**Task details**
Down to the final line, write out the material beneath exactly, without pictures.

Given data below:

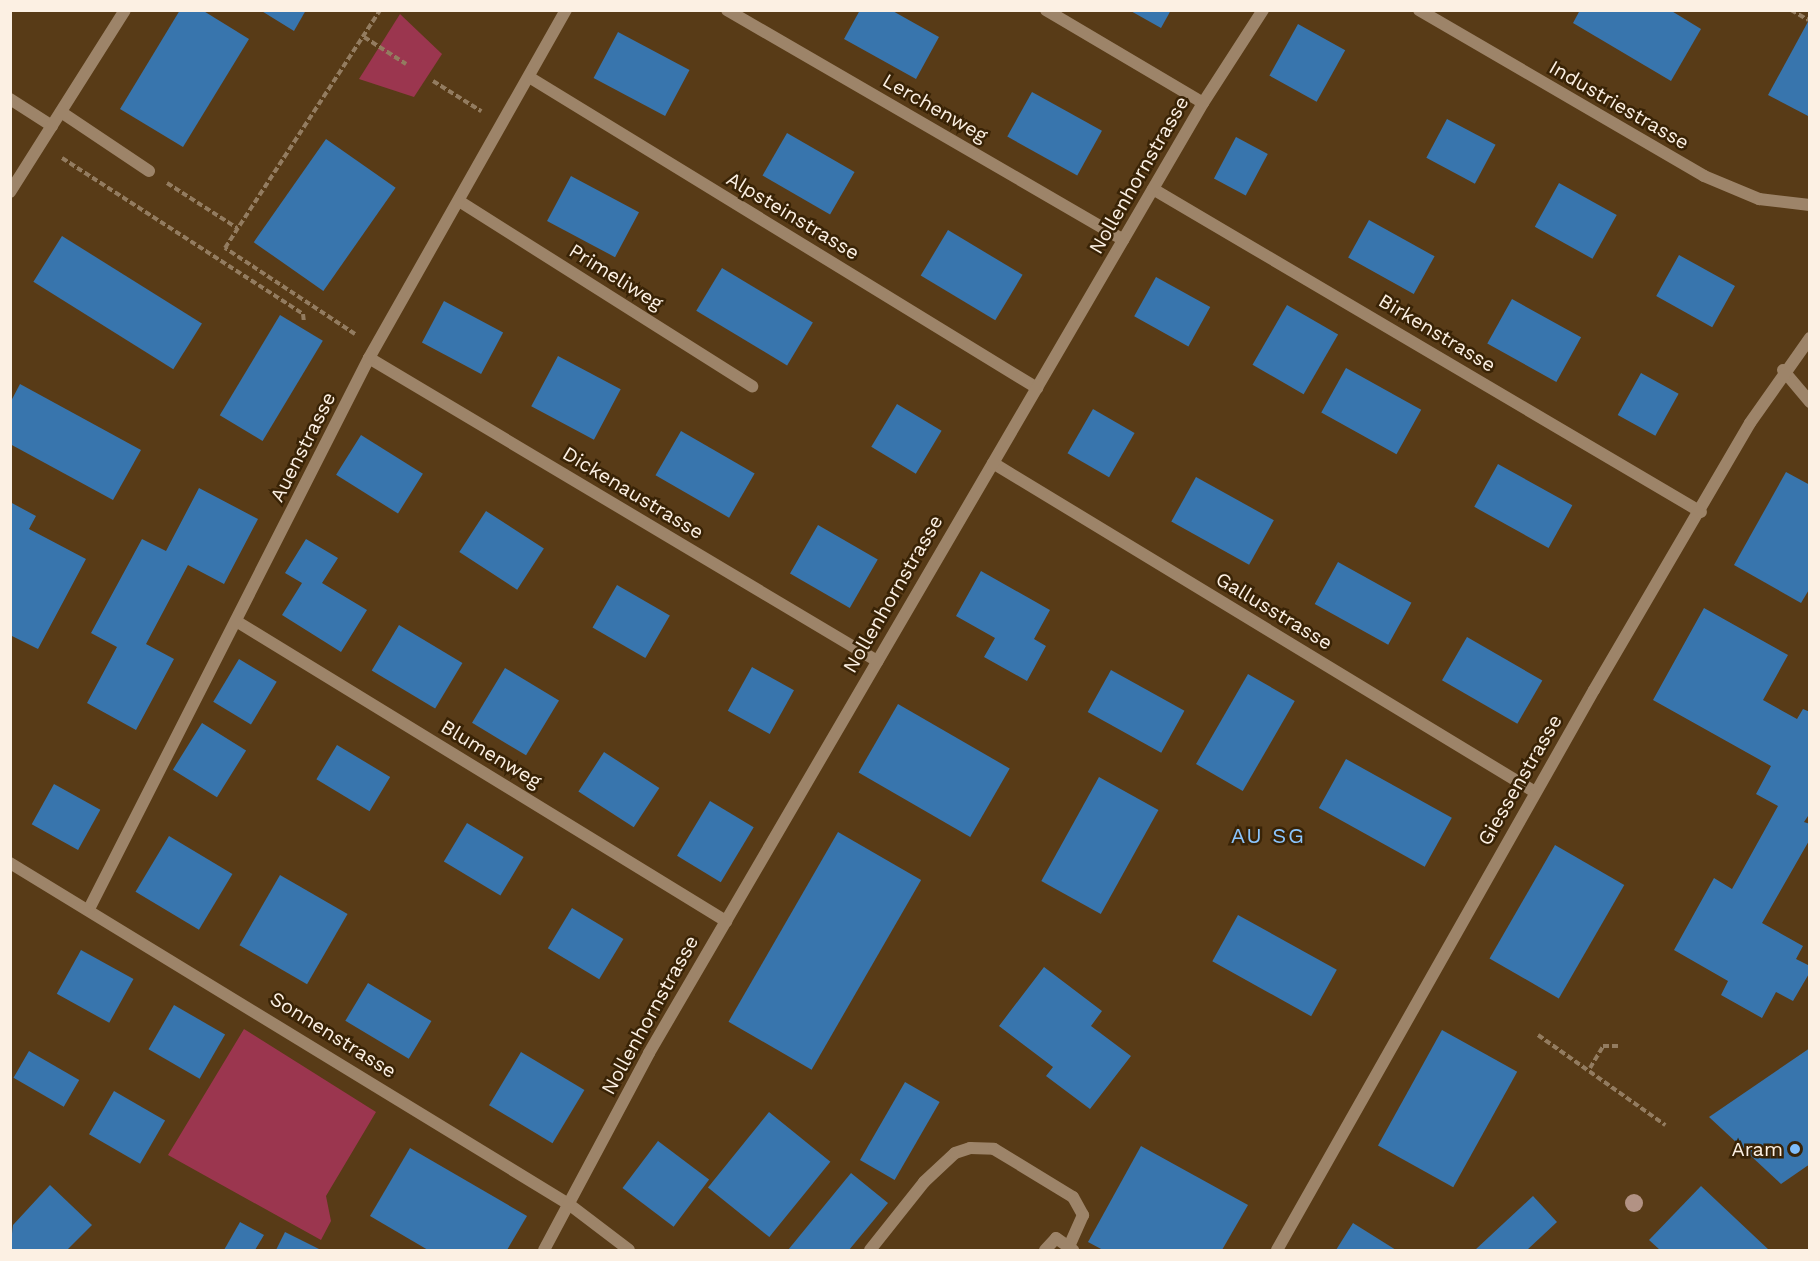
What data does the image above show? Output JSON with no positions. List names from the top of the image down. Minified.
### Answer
{"streets":{"street":["Industriestrasse","Lerchenweg","Nollenhornstrasse","Alpsteinstrasse","Primeliweg","Birkenstrasse","Auenstrasse","Dickenaustrasse","Gallusstrasse","Blumenweg","Giessenstrasse","Sonnenstrasse"]},"crossings":[["Lerchenweg","Nollenhornstrasse"],["Nollenhornstrasse","Alpsteinstrasse"],["Nollenhornstrasse","Birkenstrasse"],["Nollenhornstrasse","Dickenaustrasse"],["Nollenhornstrasse","Gallusstrasse"],["Nollenhornstrasse","Blumenweg"],["Nollenhornstrasse","Sonnenstrasse"],["Alpsteinstrasse","Auenstrasse"],["Primeliweg","Auenstrasse"],["Birkenstrasse","Giessenstrasse"],["Auenstrasse","Dickenaustrasse"],["Auenstrasse","Blumenweg"],["Auenstrasse","Sonnenstrasse"],["Gallusstrasse","Giessenstrasse"]],"districts":["AU SG"],"places":["Aram"]}
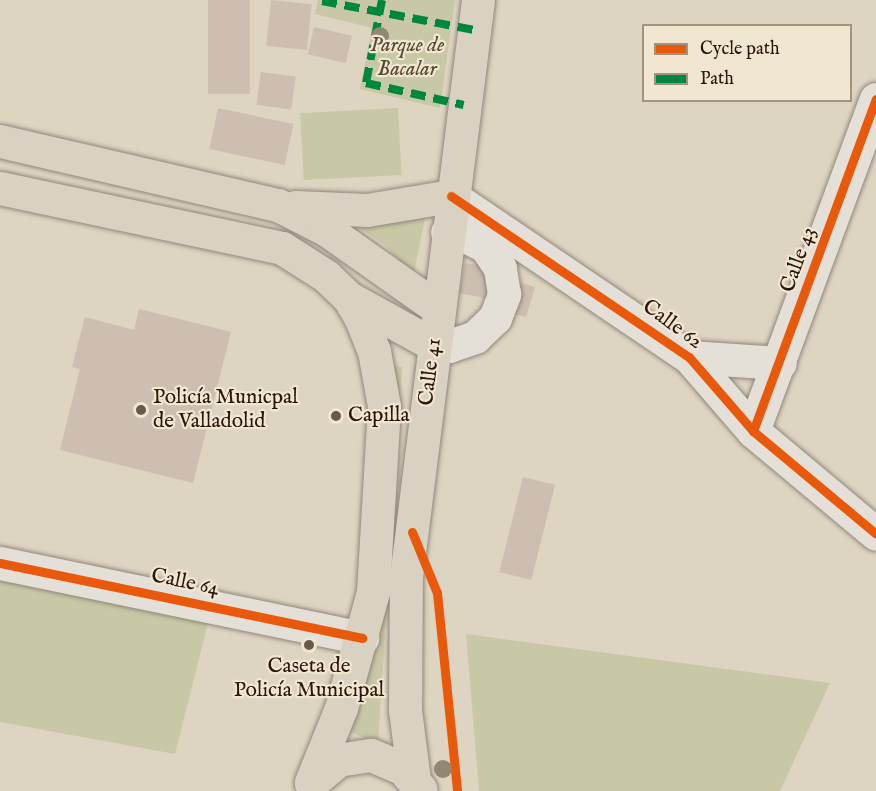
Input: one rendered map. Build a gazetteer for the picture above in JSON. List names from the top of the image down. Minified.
{"streets":{"main road":["Calle 41"],"street":["Calle 43","Calle 62","Calle 64"]},"crossings":[["Calle 43","Calle 62"],["Calle 62","Calle 41"],["Calle 41","Calle 64"]],"parks":["Parque de Bacalar"],"places":["Policía Municpal de Valladolid","Capilla","Caseta de Policía Municipal"],"legend":["Cycle path","Path"]}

End of Given data.

**Task solution**
What data does the image above show? Output JSON with no positions. List names from the top of the image down. Minified.
### Answer
{"streets":{"street":["Industriestrasse","Lerchenweg","Nollenhornstrasse","Alpsteinstrasse","Primeliweg","Birkenstrasse","Auenstrasse","Dickenaustrasse","Gallusstrasse","Blumenweg","Giessenstrasse","Sonnenstrasse"]},"crossings":[["Lerchenweg","Nollenhornstrasse"],["Nollenhornstrasse","Alpsteinstrasse"],["Nollenhornstrasse","Birkenstrasse"],["Nollenhornstrasse","Dickenaustrasse"],["Nollenhornstrasse","Gallusstrasse"],["Nollenhornstrasse","Blumenweg"],["Nollenhornstrasse","Sonnenstrasse"],["Alpsteinstrasse","Auenstrasse"],["Primeliweg","Auenstrasse"],["Birkenstrasse","Giessenstrasse"],["Auenstrasse","Dickenaustrasse"],["Auenstrasse","Blumenweg"],["Auenstrasse","Sonnenstrasse"],["Gallusstrasse","Giessenstrasse"]],"districts":["AU SG"],"places":["Aram"]}
Input: one rendered map. Build a gazetteer for the picture above in JSON. List names from the top of the image down. Minified.
{"streets":{"main road":["Calle 41"],"street":["Calle 43","Calle 62","Calle 64"]},"crossings":[["Calle 43","Calle 62"],["Calle 62","Calle 41"],["Calle 41","Calle 64"]],"parks":["Parque de Bacalar"],"places":["Policía Municpal de Valladolid","Capilla","Caseta de Policía Municipal"],"legend":["Cycle path","Path"]}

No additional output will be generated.